This list brings together authority figures—people who hold on-screen power—in professional wrestling promotions or brands within North America. The North American wrestling industry portrays authority figures as responsible for making matches, providing rules and generally keeping law and order both in and outside the ring. The role can vary according to disposition as a face authority figure tends to give what the fans want and does what is fair while a heel authority figures tend to run their shows out of their own self-interest.

WWE authority figures 

From its founding in 1963 to 1997, the WWE looked to a president as an authority figure. The president had booking power and controlled all wrestlers. However, in 1997 the commissioner replaced the president, with Sgt. Slaughter serving as the first WWE commissioner. During the Attitude Era (1997–2002), not only the commissioner, but also Vince McMahon (through his position as WWE chairman under his evil character Mr. McMahon) had booking power. McMahon usually used his power in order to haze his kayfabe nemesis, Stone Cold Steve Austin. When Shawn Michaels served as commissioner, he could overrule McMahon, but he exercised his booking power only sporadically and was working with an ironclad contract where he could not be fired. When Mick Foley acquired the position, he took full reign until he was fired from the position.
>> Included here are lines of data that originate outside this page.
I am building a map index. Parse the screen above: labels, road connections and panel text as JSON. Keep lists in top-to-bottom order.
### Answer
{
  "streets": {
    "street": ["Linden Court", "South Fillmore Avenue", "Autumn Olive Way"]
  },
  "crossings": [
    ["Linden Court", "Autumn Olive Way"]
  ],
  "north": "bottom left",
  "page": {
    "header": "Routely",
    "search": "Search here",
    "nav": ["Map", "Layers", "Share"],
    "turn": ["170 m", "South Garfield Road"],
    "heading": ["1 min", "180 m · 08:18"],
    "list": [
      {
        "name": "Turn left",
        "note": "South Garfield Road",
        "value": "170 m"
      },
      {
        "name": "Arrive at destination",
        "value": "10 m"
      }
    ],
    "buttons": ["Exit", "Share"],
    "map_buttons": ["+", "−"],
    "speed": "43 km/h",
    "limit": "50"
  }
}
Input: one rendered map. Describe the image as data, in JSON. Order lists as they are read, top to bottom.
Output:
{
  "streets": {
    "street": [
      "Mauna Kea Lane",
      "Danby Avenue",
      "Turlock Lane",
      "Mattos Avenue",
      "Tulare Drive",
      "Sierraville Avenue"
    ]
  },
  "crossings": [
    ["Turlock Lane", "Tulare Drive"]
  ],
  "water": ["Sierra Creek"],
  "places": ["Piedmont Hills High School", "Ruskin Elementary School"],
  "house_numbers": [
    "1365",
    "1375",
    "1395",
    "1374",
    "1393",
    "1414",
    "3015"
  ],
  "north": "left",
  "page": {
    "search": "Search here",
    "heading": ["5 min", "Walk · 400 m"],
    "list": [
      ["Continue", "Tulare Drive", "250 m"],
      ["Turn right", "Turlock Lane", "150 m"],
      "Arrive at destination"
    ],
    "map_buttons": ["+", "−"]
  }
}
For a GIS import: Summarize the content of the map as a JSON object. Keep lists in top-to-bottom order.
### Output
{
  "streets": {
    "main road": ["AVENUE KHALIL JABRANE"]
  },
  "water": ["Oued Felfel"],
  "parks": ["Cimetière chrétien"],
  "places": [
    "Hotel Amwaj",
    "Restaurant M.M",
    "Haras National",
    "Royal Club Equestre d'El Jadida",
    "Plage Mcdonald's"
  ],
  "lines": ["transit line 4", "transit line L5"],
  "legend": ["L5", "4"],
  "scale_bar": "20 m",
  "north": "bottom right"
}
Upon splitting WWE into two separate brands in the WWE brand extension of 2002, on-screen co-owners Vince McMahon and Ric Flair proceeded to draft WWE wrestlers into two separate rosters. Flair took ownership of Raw while McMahon controlled SmackDown. After McMahon regained control of the entire company, he removed Flair from control of Raw, relinquished his own position and appointed separate general managers to control the different brands.

On July 18, 2011, Triple H came to  Raw and told Vince McMahon that the board of directors (kayfabe) revoked his "day-to-day operation power" and named him to manage it instead. After that, Triple H became the WWE's chief operating officer, who had the booking power in WWE on both the Raw and SmackDown brands until the Board of Directors stripped him of his power and named John Laurinaitis the interim general manager of Raw.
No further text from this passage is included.